• [Task brief] Word for word, give the listing below again.

• [Dataset section]

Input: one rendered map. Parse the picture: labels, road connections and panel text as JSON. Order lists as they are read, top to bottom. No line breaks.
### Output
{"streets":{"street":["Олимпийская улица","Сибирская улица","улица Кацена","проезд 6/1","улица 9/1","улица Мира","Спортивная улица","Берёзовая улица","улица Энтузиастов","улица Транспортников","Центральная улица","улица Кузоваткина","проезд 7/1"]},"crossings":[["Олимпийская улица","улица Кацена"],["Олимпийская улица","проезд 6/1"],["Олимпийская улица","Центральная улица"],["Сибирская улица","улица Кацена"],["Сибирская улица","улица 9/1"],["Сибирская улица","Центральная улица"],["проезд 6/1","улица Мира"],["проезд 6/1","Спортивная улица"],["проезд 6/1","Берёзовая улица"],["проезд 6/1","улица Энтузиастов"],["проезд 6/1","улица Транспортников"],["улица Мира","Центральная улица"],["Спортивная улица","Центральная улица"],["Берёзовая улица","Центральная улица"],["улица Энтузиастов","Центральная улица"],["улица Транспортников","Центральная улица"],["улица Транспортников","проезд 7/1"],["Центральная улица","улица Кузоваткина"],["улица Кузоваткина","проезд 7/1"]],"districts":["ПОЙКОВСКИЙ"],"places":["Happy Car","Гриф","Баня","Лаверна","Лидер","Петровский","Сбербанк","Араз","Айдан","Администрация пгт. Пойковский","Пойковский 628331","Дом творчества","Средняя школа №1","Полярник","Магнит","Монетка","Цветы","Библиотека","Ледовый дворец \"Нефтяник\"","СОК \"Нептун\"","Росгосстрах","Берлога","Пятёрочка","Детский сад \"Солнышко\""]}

• [Written answer]
Input: one rendered map. Parse the picture: labels, road connections and panel text as JSON. Order lists as they are read, top to bottom. No line breaks.
### Output
{"streets":{"street":["Олимпийская улица","Сибирская улица","улица Кацена","проезд 6/1","улица 9/1","улица Мира","Спортивная улица","Берёзовая улица","улица Энтузиастов","улица Транспортников","Центральная улица","улица Кузоваткина","проезд 7/1"]},"crossings":[["Олимпийская улица","улица Кацена"],["Олимпийская улица","проезд 6/1"],["Олимпийская улица","Центральная улица"],["Сибирская улица","улица Кацена"],["Сибирская улица","улица 9/1"],["Сибирская улица","Центральная улица"],["проезд 6/1","улица Мира"],["проезд 6/1","Спортивная улица"],["проезд 6/1","Берёзовая улица"],["проезд 6/1","улица Энтузиастов"],["проезд 6/1","улица Транспортников"],["улица Мира","Центральная улица"],["Спортивная улица","Центральная улица"],["Берёзовая улица","Центральная улица"],["улица Энтузиастов","Центральная улица"],["улица Транспортников","Центральная улица"],["улица Транспортников","проезд 7/1"],["Центральная улица","улица Кузоваткина"],["улица Кузоваткина","проезд 7/1"]],"districts":["ПОЙКОВСКИЙ"],"places":["Happy Car","Гриф","Баня","Лаверна","Лидер","Петровский","Сбербанк","Араз","Айдан","Администрация пгт. Пойковский","Пойковский 628331","Дом творчества","Средняя школа №1","Полярник","Магнит","Монетка","Цветы","Библиотека","Ледовый дворец \"Нефтяник\"","СОК \"Нептун\"","Росгосстрах","Берлога","Пятёрочка","Детский сад \"Солнышко\""]}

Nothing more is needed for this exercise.